Wolfe's "New" Nanotech

04/16/2004 12:00 am EST

Focus:

Josh Wolfe

Editor, Forbes/Wolfe Emerging Tech Report

Over a year ago, we featured Josh Wolfe’s recommendation for Pharmacopeia, when he called the firm's molecular modeling unit a "hidden gem." That unit is now being spun off, and his recommendation is up 180%. Here's his update on the "new" company.

"Pharmacopeia has changed its name to Accelrys (ACCL NASDAQ) in advance of its plans to separate its Pharmacopeia Drug Discovery unit from its Accelrys molecular software modeling businesses into two publicly traded firms (expected by the end of April). Subject to final approval, the drug business will trade under the symbol PCOP upon completion of the spin-off, while the software unit will trade as ACCL. A fter the spin-off, Accelrys is expected to have $100 million in cash and no debt. Despite the fact that Accelrys’ revenue dropped from $95.1 million in 2002 to $85.6 million in 2003, SG Cowen analyst Phil Nadeau reassures investors that the software business alone is worth roughly $18 per share. The opportunity for Accelrys is significant. The ability to control and design new materials at the molecular level is one of the hallmarks of nanotechnology, enabling new properties that did not before exist.

"Leading chemicals and pharmaceutical corporations are already the biggest users of molecular modeling software and sophisticated high-throughput systems—allowing for screening for novel materials and molecular simulation on computers rather than in chemistry experiments. Accelrys is one of the firms at the leading edge of this trend. Accelrys’ largest customers are in the pharma, biotech, and chemicals industries, followed by academia and government. Materials science is the fastest growing part of the business so there’s little surprise that its hottest new product is Materials Studio 3.0, a high end specialty software program has been purchased by chemical companies including DuPont and 3M.

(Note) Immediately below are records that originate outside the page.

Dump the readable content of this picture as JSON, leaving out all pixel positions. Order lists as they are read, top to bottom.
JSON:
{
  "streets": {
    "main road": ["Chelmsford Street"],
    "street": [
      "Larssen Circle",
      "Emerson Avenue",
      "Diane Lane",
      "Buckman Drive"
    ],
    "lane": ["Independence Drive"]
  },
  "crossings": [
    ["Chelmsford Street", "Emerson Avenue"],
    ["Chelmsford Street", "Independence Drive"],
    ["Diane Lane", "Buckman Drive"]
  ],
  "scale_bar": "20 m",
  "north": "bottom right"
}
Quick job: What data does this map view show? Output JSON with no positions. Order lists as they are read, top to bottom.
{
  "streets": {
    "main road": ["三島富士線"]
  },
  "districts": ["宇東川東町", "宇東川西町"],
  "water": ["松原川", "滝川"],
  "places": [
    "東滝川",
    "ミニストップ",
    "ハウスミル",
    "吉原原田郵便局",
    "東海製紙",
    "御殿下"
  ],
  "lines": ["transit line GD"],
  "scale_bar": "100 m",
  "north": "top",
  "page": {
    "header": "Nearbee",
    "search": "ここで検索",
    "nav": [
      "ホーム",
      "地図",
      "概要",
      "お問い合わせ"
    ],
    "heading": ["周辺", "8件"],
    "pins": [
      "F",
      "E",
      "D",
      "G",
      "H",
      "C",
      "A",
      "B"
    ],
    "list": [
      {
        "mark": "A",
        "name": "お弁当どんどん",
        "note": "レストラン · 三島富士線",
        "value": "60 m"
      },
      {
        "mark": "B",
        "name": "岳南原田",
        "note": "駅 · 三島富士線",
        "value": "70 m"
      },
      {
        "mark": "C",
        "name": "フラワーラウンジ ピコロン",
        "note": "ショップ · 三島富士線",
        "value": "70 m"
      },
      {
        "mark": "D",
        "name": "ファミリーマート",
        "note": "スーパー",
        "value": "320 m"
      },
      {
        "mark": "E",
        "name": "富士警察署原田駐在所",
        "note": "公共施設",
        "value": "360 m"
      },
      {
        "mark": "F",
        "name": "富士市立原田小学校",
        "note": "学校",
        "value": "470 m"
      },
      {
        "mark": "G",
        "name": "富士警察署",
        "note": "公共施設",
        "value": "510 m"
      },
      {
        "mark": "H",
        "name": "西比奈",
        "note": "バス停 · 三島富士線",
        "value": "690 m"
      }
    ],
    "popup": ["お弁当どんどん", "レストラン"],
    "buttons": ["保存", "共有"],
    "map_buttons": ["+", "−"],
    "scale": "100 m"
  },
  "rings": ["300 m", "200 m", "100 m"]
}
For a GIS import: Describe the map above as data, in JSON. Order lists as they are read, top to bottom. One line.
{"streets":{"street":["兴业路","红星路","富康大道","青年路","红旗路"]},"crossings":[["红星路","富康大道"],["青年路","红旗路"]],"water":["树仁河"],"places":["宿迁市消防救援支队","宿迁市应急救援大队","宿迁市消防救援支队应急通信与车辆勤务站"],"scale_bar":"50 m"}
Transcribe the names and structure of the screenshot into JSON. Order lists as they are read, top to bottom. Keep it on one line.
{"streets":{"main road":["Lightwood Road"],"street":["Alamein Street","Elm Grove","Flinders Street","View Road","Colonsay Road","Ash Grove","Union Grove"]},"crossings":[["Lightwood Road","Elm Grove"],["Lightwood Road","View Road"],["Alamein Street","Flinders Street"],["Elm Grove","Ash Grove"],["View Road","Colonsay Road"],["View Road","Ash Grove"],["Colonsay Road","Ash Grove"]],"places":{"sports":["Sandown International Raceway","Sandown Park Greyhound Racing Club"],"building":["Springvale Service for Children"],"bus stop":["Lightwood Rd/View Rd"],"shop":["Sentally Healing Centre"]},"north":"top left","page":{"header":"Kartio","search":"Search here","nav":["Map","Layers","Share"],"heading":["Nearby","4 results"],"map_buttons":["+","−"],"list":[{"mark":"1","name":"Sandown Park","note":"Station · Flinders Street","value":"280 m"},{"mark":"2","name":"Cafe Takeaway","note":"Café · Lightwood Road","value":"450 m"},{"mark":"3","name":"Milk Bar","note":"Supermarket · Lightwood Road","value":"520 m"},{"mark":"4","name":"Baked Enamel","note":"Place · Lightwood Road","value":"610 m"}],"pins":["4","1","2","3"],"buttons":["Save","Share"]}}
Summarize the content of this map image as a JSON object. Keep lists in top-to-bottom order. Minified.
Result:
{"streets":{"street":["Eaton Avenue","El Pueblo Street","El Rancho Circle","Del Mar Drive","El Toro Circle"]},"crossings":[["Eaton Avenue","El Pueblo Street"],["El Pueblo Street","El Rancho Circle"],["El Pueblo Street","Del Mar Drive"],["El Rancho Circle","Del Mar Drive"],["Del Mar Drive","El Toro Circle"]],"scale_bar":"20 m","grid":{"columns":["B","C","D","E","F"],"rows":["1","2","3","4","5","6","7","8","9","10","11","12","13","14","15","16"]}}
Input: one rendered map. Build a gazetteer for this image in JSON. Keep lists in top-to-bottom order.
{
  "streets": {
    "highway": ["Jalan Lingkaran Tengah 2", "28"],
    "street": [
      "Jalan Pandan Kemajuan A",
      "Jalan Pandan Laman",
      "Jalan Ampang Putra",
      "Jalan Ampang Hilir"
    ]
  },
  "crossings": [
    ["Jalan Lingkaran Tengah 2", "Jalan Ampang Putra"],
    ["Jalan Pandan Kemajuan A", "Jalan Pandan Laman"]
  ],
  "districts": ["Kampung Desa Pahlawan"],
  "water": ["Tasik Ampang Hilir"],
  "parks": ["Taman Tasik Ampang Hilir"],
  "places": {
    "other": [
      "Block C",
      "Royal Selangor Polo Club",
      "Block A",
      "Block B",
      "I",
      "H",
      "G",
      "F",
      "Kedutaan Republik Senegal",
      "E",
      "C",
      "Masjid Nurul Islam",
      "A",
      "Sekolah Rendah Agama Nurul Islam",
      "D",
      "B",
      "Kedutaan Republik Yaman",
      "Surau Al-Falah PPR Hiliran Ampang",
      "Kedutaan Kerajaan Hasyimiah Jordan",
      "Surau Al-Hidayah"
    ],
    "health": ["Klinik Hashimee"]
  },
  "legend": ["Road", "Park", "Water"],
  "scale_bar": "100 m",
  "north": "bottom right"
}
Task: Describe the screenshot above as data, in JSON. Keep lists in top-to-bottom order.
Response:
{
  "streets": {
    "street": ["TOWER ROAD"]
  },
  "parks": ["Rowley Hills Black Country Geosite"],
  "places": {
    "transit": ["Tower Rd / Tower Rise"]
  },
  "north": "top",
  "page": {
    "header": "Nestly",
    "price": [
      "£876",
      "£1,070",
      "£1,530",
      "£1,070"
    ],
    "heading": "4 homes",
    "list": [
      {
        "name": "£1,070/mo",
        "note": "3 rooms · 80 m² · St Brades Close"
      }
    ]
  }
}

"We also note that Pharmacopeia announced a 34% decline in revenues for its first quarter ended March 31. As we expected, ACCL warned of a significant decline in future revenue bookings due to its decision to switch to subscription accounting. While revenue figures are affected by the accounting change, cash flows are not. But the 22% year-over-year decrease in orders had not been anticipated and was blamed on customer confusion with the new subscription-licensing model. While the switch to subscription accounting may not be a seamless transition in the near term, the long-term benefits (including smoother and more predictable revenue streams) are extremely attractive. The glaring headline number resulted in a plunge in the shares. We think the sell-off is an overreaction and short-sighted and we reiterate our Buy rating for long-term nanotech investors and would be buyers on weakness."